== Action item ==
Exact copy, pictures omitted: the line holding "Build a gazetteer" and every line after it down to the end of the entries.
##### Supplied records
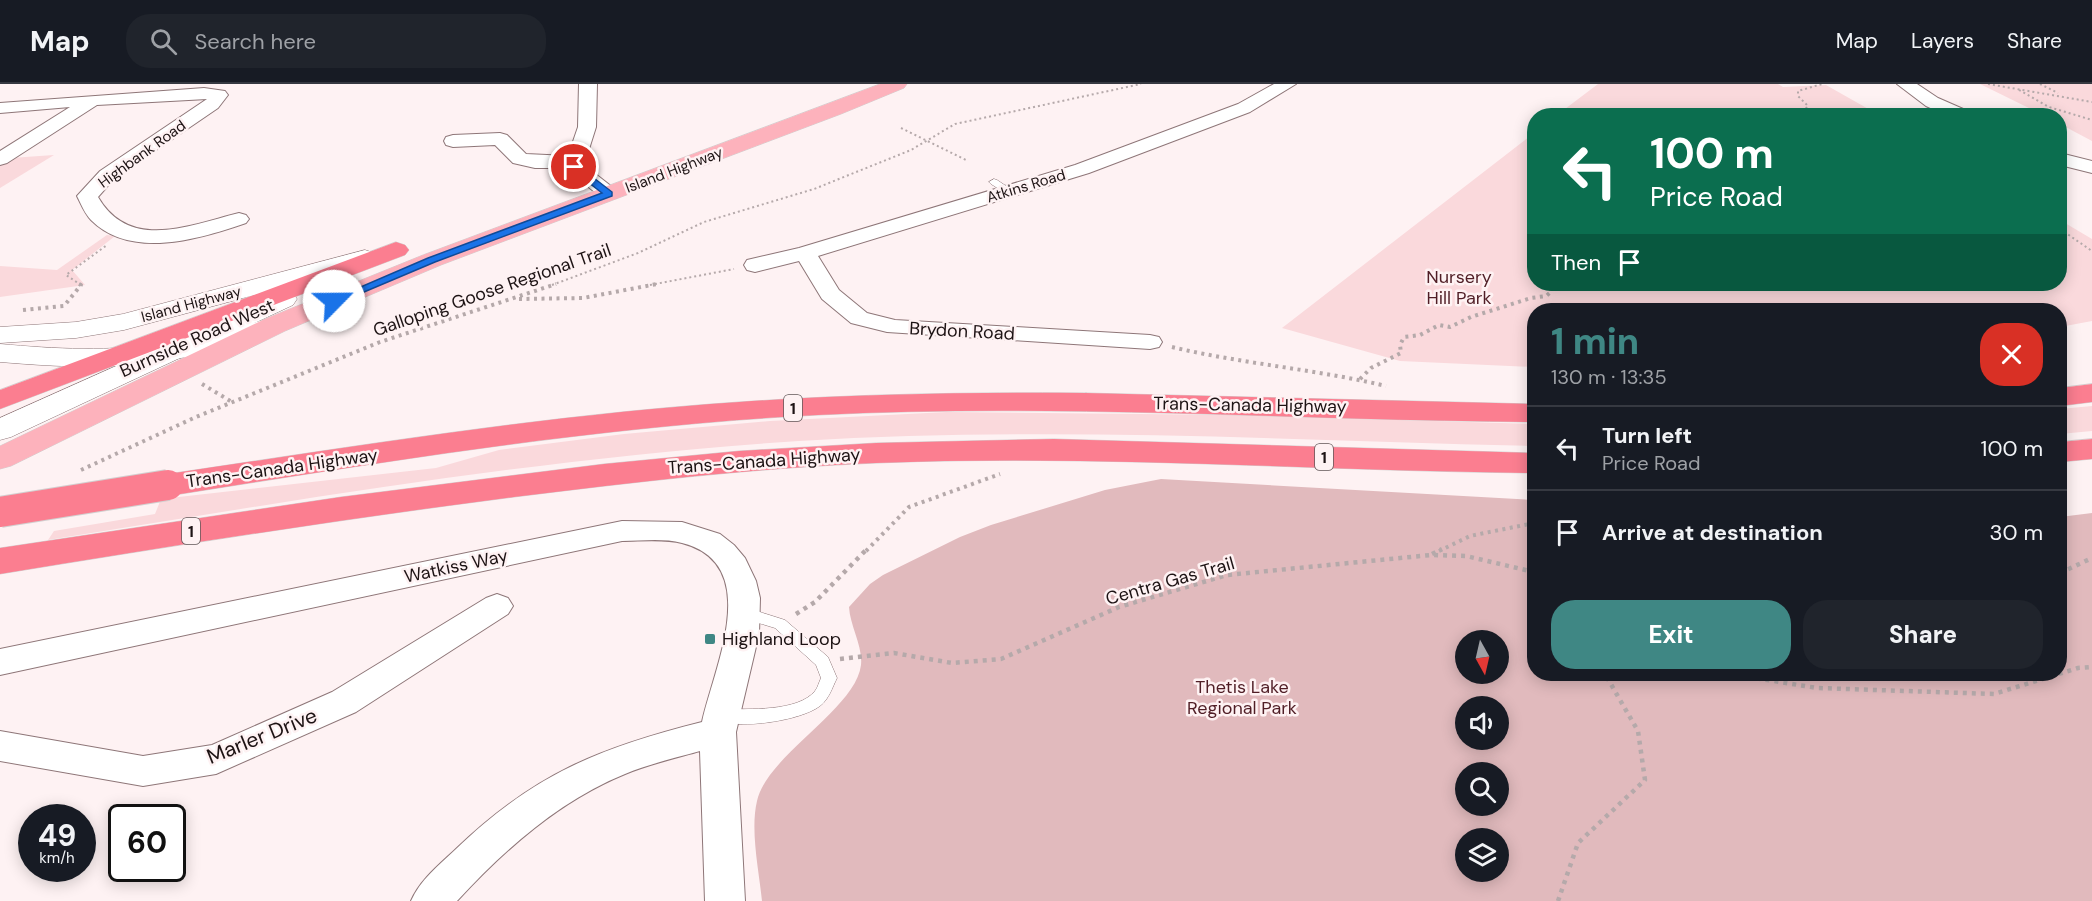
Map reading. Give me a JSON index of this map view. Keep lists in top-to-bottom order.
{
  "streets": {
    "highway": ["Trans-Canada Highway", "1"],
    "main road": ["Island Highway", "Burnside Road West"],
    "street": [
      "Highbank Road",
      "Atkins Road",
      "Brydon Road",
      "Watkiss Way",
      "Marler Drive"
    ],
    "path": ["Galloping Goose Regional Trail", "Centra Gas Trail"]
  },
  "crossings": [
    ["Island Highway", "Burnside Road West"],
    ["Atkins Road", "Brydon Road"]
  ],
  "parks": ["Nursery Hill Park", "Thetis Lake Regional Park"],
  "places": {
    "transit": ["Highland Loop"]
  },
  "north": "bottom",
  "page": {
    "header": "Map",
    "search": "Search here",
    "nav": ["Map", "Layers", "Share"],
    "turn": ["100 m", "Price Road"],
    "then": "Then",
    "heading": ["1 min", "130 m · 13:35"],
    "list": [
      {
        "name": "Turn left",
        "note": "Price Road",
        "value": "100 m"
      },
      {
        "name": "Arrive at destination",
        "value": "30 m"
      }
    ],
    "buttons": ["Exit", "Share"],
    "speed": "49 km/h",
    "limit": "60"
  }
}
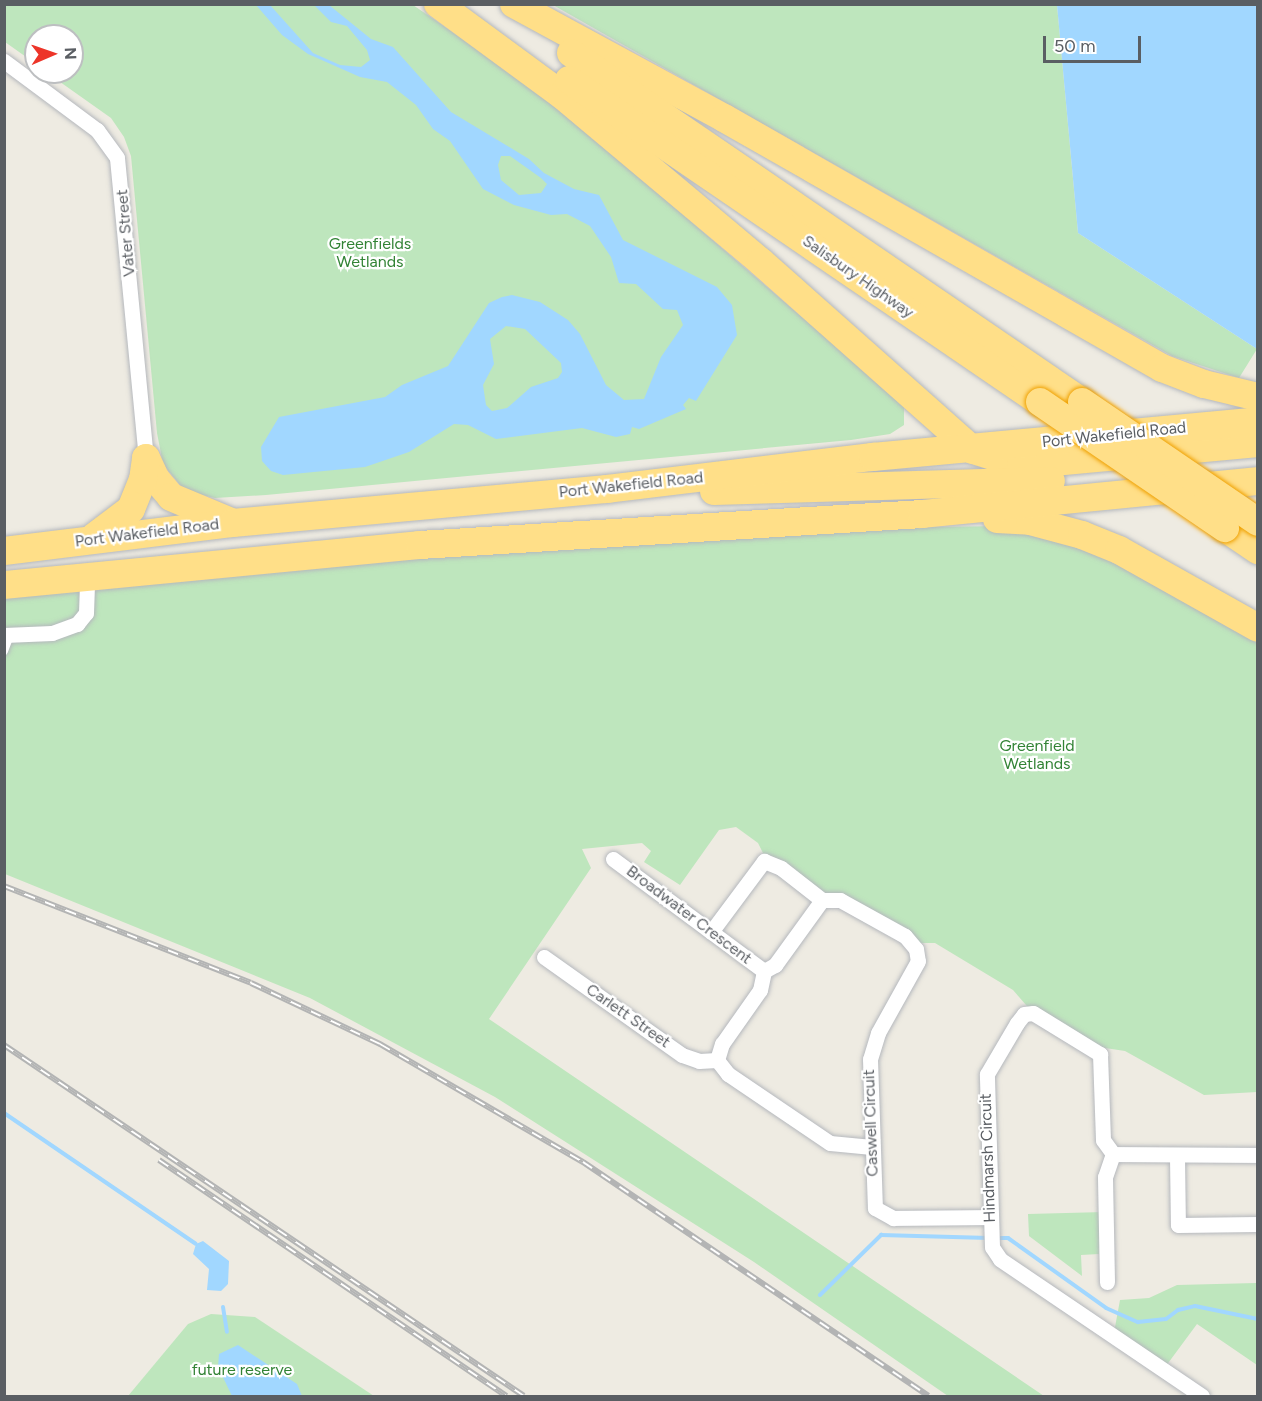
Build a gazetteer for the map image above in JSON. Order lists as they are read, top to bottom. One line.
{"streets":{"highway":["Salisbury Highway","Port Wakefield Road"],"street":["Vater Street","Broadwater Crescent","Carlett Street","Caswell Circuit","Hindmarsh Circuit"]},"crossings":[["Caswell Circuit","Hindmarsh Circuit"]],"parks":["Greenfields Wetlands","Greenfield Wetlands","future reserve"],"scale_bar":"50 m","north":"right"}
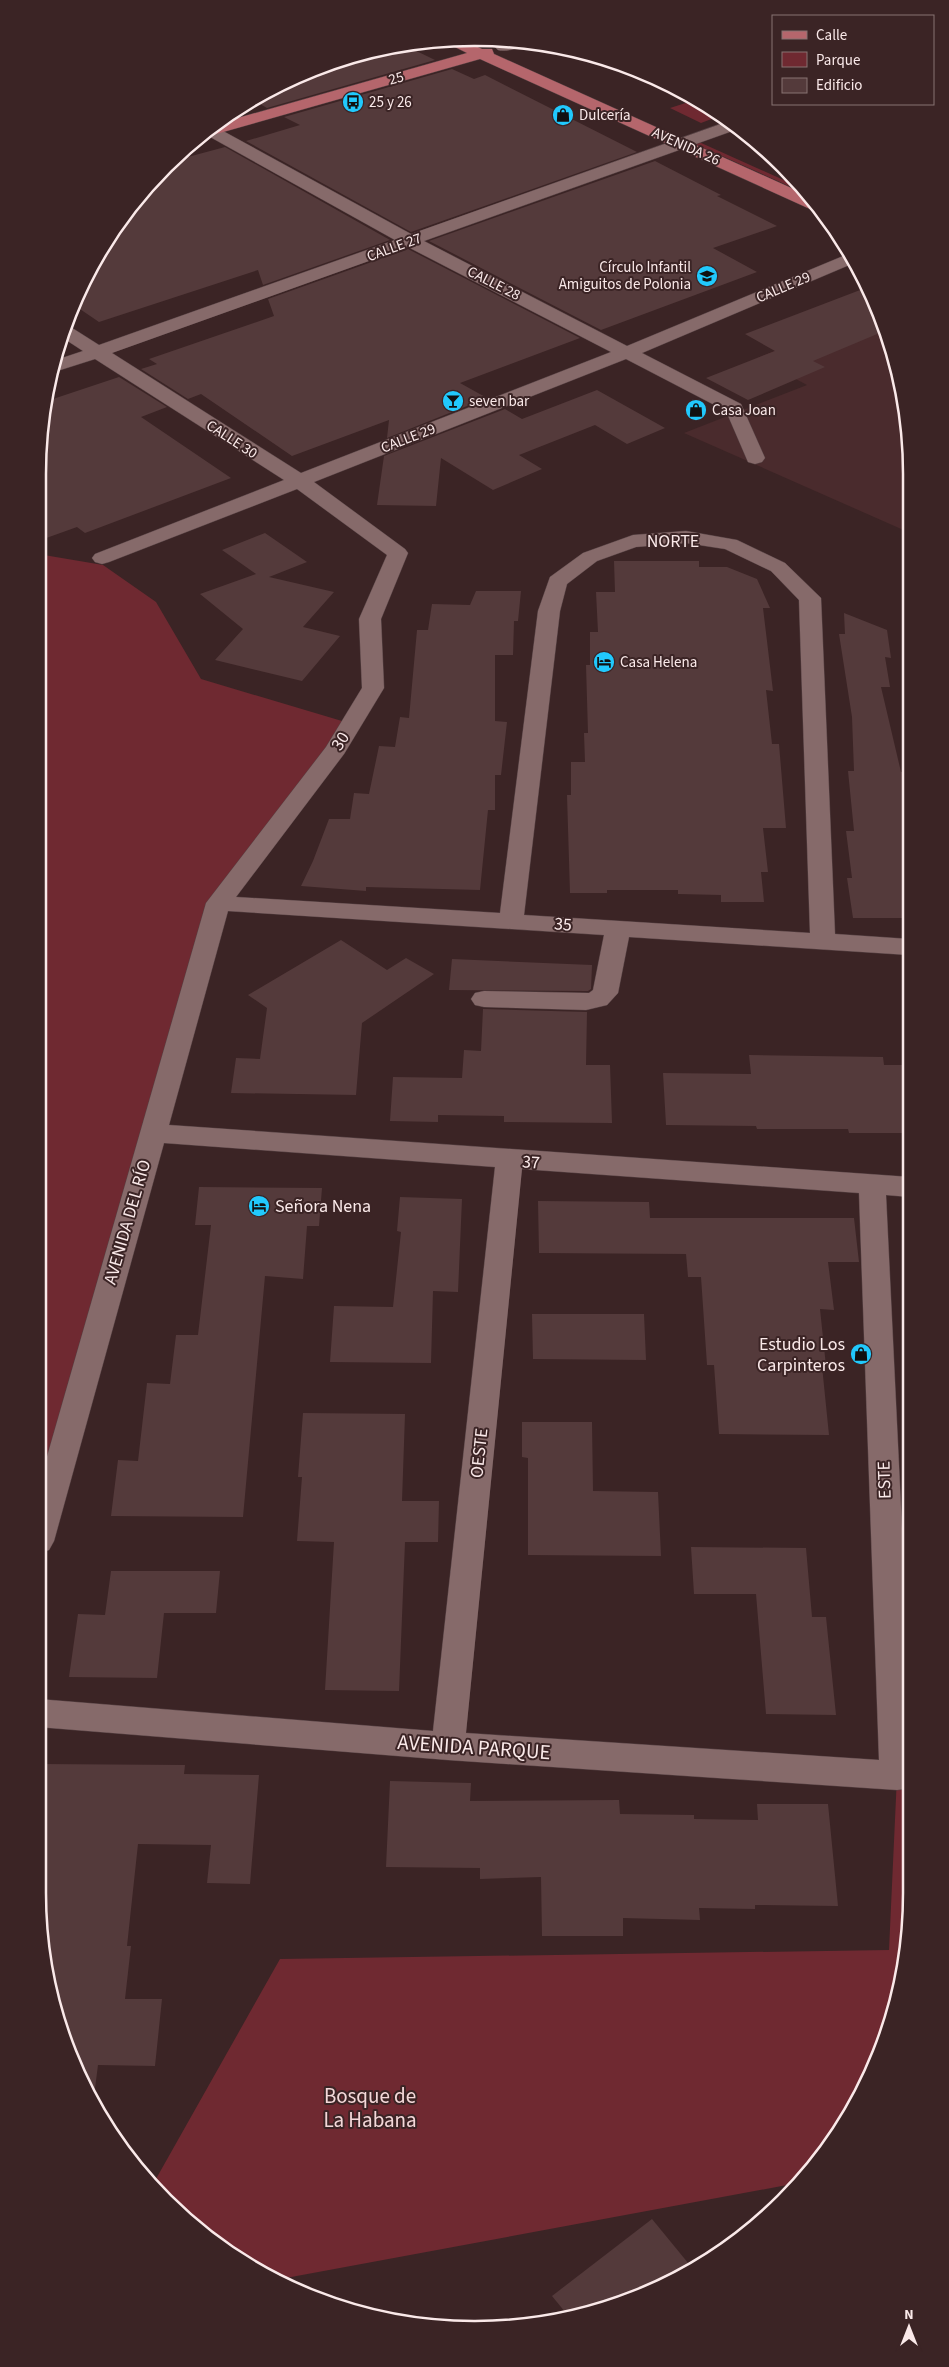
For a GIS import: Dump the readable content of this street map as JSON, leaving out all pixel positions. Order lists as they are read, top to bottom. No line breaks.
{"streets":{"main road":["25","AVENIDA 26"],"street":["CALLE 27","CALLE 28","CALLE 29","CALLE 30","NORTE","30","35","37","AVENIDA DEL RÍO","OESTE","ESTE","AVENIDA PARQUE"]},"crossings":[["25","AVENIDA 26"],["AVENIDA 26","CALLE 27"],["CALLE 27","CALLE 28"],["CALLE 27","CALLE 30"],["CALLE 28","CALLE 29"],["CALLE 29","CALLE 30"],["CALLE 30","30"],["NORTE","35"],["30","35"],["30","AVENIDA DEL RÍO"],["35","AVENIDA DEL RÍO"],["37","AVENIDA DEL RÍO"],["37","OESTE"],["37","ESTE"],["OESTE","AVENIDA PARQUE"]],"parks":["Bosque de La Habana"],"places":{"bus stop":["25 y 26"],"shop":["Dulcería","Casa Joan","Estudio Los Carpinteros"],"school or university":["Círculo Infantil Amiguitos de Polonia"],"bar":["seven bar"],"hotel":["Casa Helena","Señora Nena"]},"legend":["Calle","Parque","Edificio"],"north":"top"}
##########
== Task result ==
Build a gazetteer for the map image above in JSON. Order lists as they are read, top to bottom. One line.
{"streets":{"highway":["Salisbury Highway","Port Wakefield Road"],"street":["Vater Street","Broadwater Crescent","Carlett Street","Caswell Circuit","Hindmarsh Circuit"]},"crossings":[["Caswell Circuit","Hindmarsh Circuit"]],"parks":["Greenfields Wetlands","Greenfield Wetlands","future reserve"],"scale_bar":"50 m","north":"right"}
For a GIS import: Dump the readable content of this street map as JSON, leaving out all pixel positions. Order lists as they are read, top to bottom. No line breaks.
{"streets":{"main road":["25","AVENIDA 26"],"street":["CALLE 27","CALLE 28","CALLE 29","CALLE 30","NORTE","30","35","37","AVENIDA DEL RÍO","OESTE","ESTE","AVENIDA PARQUE"]},"crossings":[["25","AVENIDA 26"],["AVENIDA 26","CALLE 27"],["CALLE 27","CALLE 28"],["CALLE 27","CALLE 30"],["CALLE 28","CALLE 29"],["CALLE 29","CALLE 30"],["CALLE 30","30"],["NORTE","35"],["30","35"],["30","AVENIDA DEL RÍO"],["35","AVENIDA DEL RÍO"],["37","AVENIDA DEL RÍO"],["37","OESTE"],["37","ESTE"],["OESTE","AVENIDA PARQUE"]],"parks":["Bosque de La Habana"],"places":{"bus stop":["25 y 26"],"shop":["Dulcería","Casa Joan","Estudio Los Carpinteros"],"school or university":["Círculo Infantil Amiguitos de Polonia"],"bar":["seven bar"],"hotel":["Casa Helena","Señora Nena"]},"legend":["Calle","Parque","Edificio"],"north":"top"}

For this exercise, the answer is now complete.